[Collected data entries]
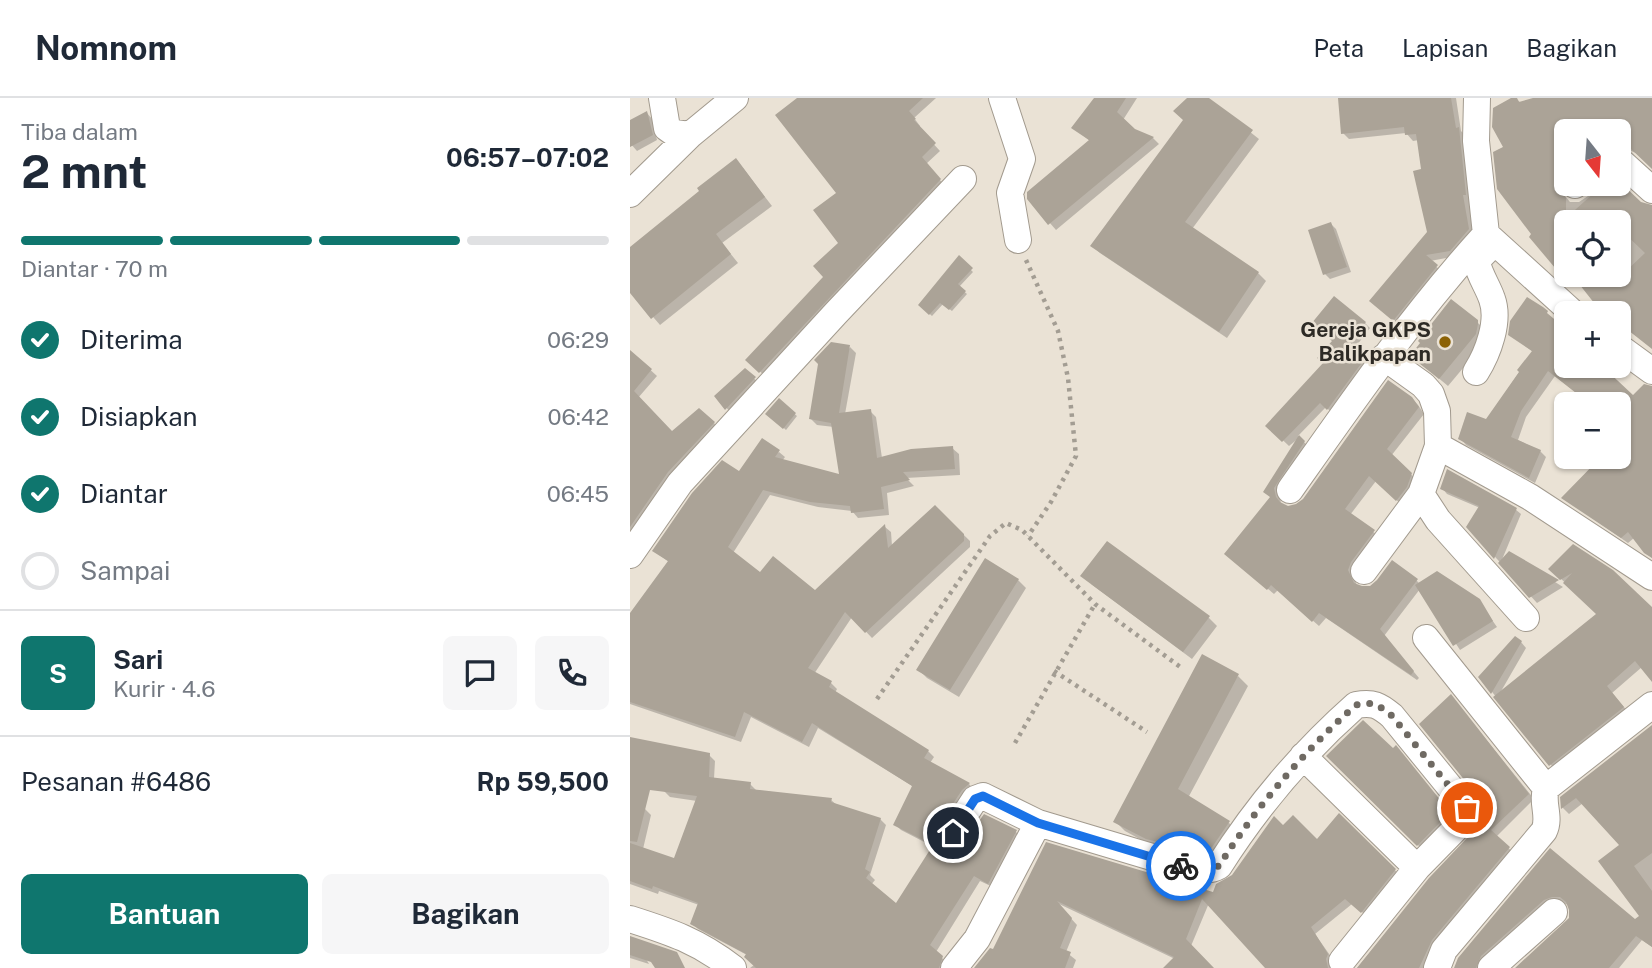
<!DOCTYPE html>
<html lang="id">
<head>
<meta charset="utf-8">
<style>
	:root { --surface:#fff; --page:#f6f6f7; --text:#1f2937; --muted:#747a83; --line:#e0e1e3; --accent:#0f766e }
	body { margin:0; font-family:"Public Sans",sans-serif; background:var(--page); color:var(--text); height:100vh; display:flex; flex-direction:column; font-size:26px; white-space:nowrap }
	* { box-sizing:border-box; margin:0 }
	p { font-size:23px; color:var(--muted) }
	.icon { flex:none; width:38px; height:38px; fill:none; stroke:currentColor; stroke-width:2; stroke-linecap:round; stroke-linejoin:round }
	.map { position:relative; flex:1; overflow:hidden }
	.side { display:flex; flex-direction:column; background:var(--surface); width:630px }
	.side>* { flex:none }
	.needle { width:46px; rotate:163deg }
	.fabs { position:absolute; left:924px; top:21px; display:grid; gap:14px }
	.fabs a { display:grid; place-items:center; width:77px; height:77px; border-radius:10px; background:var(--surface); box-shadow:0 2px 5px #0004; font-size:35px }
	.pin { position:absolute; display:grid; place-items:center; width:60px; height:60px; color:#fff; margin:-30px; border:4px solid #fff; border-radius:50%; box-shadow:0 2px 7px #0007 }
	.courier { position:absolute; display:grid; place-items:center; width:70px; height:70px; margin:-35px; border:5px solid #1a73e8; border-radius:50%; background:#fff; color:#222; box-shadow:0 2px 9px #0007 }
	.overview em { font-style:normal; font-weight:700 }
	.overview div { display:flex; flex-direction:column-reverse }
	.overview { display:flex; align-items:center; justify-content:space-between; height:119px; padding:0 21px }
	h1 { font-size:46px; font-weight:700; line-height:52px }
	.bar { display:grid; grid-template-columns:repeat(4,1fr); gap:10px 7px; align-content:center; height:84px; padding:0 21px }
	.bar i { height:9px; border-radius:5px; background:var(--line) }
	.bar .current { background:var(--accent) }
	.bar p { grid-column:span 4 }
	.line { display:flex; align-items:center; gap:18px; padding:0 21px; border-top:2px solid var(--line) }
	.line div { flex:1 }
	.round { display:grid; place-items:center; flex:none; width:74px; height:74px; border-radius:10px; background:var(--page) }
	ol { padding:0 21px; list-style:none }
	li { display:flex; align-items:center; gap:21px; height:77px }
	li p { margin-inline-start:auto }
	li .icon { padding:7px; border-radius:50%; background:var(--accent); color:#fff; stroke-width:4 }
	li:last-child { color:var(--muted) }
	li i { width:38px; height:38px; border:4px solid var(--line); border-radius:50% }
	.cta { display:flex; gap:14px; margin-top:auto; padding:14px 21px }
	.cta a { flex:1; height:80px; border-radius:10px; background:var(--accent); color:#fff; font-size:28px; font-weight:700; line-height:80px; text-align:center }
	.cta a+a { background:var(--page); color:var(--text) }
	header { display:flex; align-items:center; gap:42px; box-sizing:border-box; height:98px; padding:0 35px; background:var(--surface); border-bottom:2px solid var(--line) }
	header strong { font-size:33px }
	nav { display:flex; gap:38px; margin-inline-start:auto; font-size:24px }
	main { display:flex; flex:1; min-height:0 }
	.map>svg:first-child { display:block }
</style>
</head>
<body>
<header>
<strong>Nomnom</strong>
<nav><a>Peta</a><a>Lapisan</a><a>Bagikan</a></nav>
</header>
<main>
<section class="side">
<div class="overview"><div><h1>2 mnt</h1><p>Tiba dalam</p></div><em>06:57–07:02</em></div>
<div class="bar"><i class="current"></i><i class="current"></i><i class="current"></i><i></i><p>Diantar · 70 m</p></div>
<ol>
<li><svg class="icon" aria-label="check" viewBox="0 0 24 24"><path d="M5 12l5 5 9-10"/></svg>Diterima<p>06:29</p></li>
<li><svg class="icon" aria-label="check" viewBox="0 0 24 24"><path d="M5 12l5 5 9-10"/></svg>Disiapkan<p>06:42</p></li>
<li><svg class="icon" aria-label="check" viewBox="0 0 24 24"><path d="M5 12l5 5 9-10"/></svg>Diantar<p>06:45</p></li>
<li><i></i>Sampai</li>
</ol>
<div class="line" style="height:126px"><b class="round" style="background:var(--accent);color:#fff">S</b><div><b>Sari</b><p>Kurir · 4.6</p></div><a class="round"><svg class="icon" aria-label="chat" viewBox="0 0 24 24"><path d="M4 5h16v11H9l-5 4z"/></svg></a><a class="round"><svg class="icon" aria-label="phone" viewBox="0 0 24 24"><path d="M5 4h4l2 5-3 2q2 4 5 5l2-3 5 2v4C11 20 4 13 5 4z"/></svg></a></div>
<div class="line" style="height:91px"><div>Pesanan #6486</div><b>Rp 59,500</b></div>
<div class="cta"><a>Bantuan</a><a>Bagikan</a></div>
</section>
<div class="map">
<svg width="1022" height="870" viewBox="0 0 1022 870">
	<rect width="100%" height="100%" fill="#eae2d5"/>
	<path fill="#0003" fill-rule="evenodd" d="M170,0H306L284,20L290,28L289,30L310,53L296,66L316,89L137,280L118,262L195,179L210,145L209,95Z
		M466,0H507L493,22L504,32L523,40L529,46L426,132L399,101L460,43L444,30Z
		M560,0H577L629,41L562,131L628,175L636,183L597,240L470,155L462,148L555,22Z
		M709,0H826L831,33L835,37L841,102L839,103L845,138L827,158L800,163L813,175L770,227L748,209L798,134L789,42L783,43L776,35L719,41L713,35Z
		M885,0L891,5L909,0H1022V70L1008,56L999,52L989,53V33H936L935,98L940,104H949L958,98L963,86H989V84L1010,105L1022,109V250L994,228L989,232V215H975L947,180L941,185L904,137L875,50ZM936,124H989V177H936Z
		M17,15L22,21L27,42L7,53L0,45V24Z
		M113,70L142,108L92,145L108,165L30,227L0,192V151Z
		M701,126L706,131L721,174L700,181L695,176Z
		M329,160L343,174L329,189L337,196L322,213L313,206L302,218L290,207Z
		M897,201L936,232V268H981L983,270L978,276L1003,300L1022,299V460L1004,440L998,445L934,400L974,359H989V306H954L957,303L925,278L896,319L888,342L910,353L916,359L905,385L836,347L830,340L856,323L903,254L880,236Z
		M847,224L856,233L854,245L818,288L782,258Z
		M735,225L740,230L724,251L740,266L703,316L696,309L668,338L680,350L650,396L651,407L658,409L667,408L781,300L788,307L794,316L761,358L787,382L773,408L746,383L720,417L750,439L723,479L728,489L731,490L786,482L790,486L848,502L867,529L830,552L790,491L754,538L789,580L787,582L696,520L689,528L648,492L644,496L602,461L642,400L635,394L669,340L659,348L638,328Z
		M220,249L226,255L215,316L240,313L246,319L252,360L322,350L329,356L330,377L276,380L284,388L257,395L259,417L228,420L222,413L188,409L140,397L103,455L131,477L185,495L255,429L261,434L262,448L305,409L340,443V449L242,540L222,519L184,576L201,585L207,591L205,595L298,653L304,659L300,665L339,686L344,692L313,742L315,750L323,752L385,733L391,739L365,790L350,783L306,854L318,866L316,870H120L124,867L117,857L68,831L62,825L69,807L29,793L28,796L0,786V708L15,711L21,717L13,751L45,763L67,703L40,699L34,693L0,677V641L79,657L85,663L84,681L120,686L126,692L201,702L208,708L250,721L256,727L240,777L245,782L241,787L266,807L304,749L271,732L265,726L284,689L188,630L179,649L121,619L111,644L0,606V518L39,464L24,453L109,376L149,354L155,359L152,363L211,379L204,329L187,327L181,321Z
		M1,254L27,278L8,300L42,335L84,325L89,331L0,444Z
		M115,272L130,286L102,316L86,298Z
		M149,303L167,318L156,332L138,315Z
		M812,390L885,411L891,416L871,464L879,455L933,489L907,505L838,429L850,410L817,396Z
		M943,448L1022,511V580L1012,569L982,595L999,615L926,673L850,579L891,544L896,550L870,595L968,517L921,471Z
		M388,482L396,490L329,599L297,580L288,571Z
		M461,486L579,520L587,528L562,561Z
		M608,578L618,588L558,700L599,725L609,735L589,765L528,751L495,733L485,723Z
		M826,604L904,701L866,739L885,756L797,870H727L800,782L856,722V712Z
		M1022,629V849L1012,842L989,870H887L941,819L939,807L928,804L852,870H826L920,753L1005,823L1011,818L991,747L953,705L939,716L933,710L932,700Z
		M763,652L771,655L824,720L793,752L698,658Z
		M709,718L771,778L738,819L722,806L685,836L704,863L703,870H636L579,805L561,848L545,861L427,805L447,827L436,854L446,862L443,870H345L363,854L417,746L584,796L653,730L687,743Z
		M0,839L8,847L19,866L0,860Z"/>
	<path fill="#aba397" d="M167,0H293L279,13L286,21L284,22L306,45L292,59L311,81L129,275L115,262L193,179L183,168L208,145L183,112L206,95L145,17Z
		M464,0H496L487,14L505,31L524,39L418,127L397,101V94L459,42L441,30Z
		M557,0H579L623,32L555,124L629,174L589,234L460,148L553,22L543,13Z
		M708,0H821L826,30L829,29L836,97H833L839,131L820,153L796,157L808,167L763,223L739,203L797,134L783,73L791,71L786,36L775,37L774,29L711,36Z
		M881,0H887L889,4L903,0H1022V71L1000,50L989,47V33H936V74L930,84V92L936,100V120L974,86H989V83L1011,104L1022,107V251L989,225V215H972L942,177H992L1015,155L989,130V124H936V183L899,139L901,136L867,91L863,54L873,49L862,29L863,10Z
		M17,13L23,37L0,49V22Z
		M106,60L135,99L86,136L101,156L21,221L0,195V149L69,93L67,90Z
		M701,124L717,169L693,177L678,132Z
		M329,157L343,170L328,186L336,193L319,212L310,205L299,217L288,207Z
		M704,198L736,224L719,245L736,259L697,312L690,305L652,344L635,328L693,265L687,260L702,243L681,226Z
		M897,199L913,209L918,213L917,215L936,231V263L931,268H972L1003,297L1014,286L1022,288V460L1014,455L998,434L991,440L931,400L971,359H989V306H960L918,273L891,313L881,339L911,352L899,380L828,341L837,314L856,321L889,274L887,272L902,253L878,237L880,223Z
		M821,201L848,222V226L846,236L809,281L780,258L790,245L788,243Z
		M201,244L220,247L209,315L241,311L247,360L281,351L323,348L325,371L273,374L280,382L251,389L254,411L221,415L220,408L180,404L133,392L98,449L130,474L143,458L185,492L255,426L258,450L305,407L334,436V443L235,535L215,514L178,570L202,583L199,589L299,652L294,660L340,685L332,692L309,727L307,735L309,743L314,748L323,751L331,749L354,716L387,732L358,786L344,778L300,847L313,858L309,870H126L114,859L116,856L60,826L68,805L23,788L22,791L0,783V745L44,760L67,698L20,692L7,744L0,743V639L80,655L79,679L121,684L120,691L202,700L201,704L251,720L235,771L240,774L236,780L266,805L303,747L263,727L282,688L182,625L172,644L114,614L105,639L0,604V515L38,463L22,453L62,395L92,362L109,373L132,340L150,352L145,359L209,376L201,325L179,321L188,266L184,262Z
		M0,252L22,271L4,293L42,333L69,310L85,324L38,374L0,429Z
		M115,270L126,279L95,312L84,298Z
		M758,282L782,299L789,309L757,351L782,375L777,389L766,403L739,378L715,411L745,432L721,464L718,472L724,485L732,488H740L747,482L762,462L788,481L750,531L784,573L781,577L689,515L682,524L641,487L637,492L594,456L640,399L633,394L669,337L675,343L644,390L646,399L650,404L658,408L666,406L673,401Z
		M149,300L166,315L153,331L135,316Z
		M817,371L887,410L864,461L836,429L849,408L810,391Z
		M477,443L580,518L553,554L450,478Z
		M943,446L983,472L1022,509V584L1005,563L977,588L994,609L919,668L863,599L966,516L933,485L942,475L930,482L918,471Z
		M879,453L929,482L899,500L868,465Z
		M355,460L389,481L320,592L286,572Z
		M807,473L850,501L863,523L823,548L785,487Z
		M885,538L892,543L861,596L848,579Z
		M572,556L609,576L548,691L600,723L578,755L575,756L516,741L483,724Z
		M821,596L899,696L861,732L880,749L802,842L789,870H727L799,780L854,722V713L849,700L789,626Z
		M733,622L763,650L766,647L820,714L787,748L696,658Z
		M1022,627V755L1004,768L1022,793V849L1006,838L979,870H885L939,820V812L936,804L930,799H922L914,802L851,858L846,870H824L828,860L920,750L1005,821L1009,818L968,763L989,747L946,700L931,711L930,699Z
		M709,715L766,771L731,815L715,801L681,829L698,856L696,861L698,870H635L572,801L556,841L584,870H533L544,859L427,803L442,820L430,850L441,854L435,870H344L360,850L363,851L416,744L583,794L586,786L602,777L644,718L653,727L663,717L687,741Z
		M0,838L47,854L55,870H25L21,864L0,857Z"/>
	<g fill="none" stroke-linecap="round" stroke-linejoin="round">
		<g stroke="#a29a8e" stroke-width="28">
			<path id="minor" d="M32,0L37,30L44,35L60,37
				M372,0L392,61L380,95L388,142
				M847,0L846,43L856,136L943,215
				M989,62L1022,92
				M945,87L946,86
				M0,96L60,37L105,0
				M989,249L1022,273
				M846,274C858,255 870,223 862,201C858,189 850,178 847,165L848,161L864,145
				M808,348L900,399L1022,479
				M660,392C722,304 783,216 856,136
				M791,396L808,422L896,520
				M0,457L50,385L206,215L333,81
				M734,473L791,396L808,348L807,313L801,296L793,287L754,259
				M796,540L916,690
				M673,658L787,770
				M323,735L345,701L353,698L408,725
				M0,821C41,834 68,843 103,870
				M324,870L347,841L408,725L552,768C565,770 577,775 589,768C627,708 673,654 726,607C743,604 749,607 762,618L837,710L839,717L787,770L712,863
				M807,870L814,852L914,733C921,719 911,705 916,690L1022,607
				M861,870L924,814"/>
		</g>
		<path stroke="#a39d93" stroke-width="4.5" stroke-dasharray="3.5 5" stroke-linecap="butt" d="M396,162L428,233L438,280L446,358L421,404L398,438
			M424,573L517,634
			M247,601L360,438L376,425L392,432L465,506L553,571
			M385,645L465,506"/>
		<use href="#minor" stroke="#fff" stroke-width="26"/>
	</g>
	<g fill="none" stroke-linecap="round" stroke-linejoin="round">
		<path stroke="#6f6a63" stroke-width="7" stroke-dasharray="0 12.6" d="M551,768L575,772L589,768C627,708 673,654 726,607C743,603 749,607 762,618L837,710"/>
		<path stroke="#1a73e8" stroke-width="9" d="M323,735L345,701L353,698L408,725L551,768"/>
	</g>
	<circle fill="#8c6205" stroke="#eae2d5" stroke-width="2.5" cx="815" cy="244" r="7"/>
	<g text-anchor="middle" stroke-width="5" stroke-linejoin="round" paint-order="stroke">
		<g font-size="21" font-weight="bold" fill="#2d2a25" stroke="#eae2d5" text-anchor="end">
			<text x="801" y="239">Gereja GKPS<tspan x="801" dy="24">Balikpapan</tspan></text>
		</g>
	</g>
</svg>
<div class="fabs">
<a><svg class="needle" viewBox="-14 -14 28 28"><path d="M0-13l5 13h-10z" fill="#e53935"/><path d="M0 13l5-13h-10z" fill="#747a83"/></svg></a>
<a><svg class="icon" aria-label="locate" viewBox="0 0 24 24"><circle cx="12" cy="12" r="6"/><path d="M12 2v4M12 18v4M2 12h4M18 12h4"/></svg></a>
<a>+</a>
<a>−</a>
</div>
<div class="pin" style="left:837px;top:710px;background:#ea580c"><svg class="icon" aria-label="bag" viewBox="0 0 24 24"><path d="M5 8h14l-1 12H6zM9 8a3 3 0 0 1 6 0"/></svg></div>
<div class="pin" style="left:323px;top:735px;background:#1f2937"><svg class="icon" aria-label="home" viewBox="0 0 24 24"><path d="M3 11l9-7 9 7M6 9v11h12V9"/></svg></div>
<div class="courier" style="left:551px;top:768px"><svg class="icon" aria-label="bike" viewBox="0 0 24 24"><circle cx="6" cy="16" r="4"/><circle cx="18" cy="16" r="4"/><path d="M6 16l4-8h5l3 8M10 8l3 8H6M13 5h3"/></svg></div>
</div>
</main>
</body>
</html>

**Assignment**
Your answer should be one number, the count of lines in the records that contain the string "Diantar".

**Expected output**
2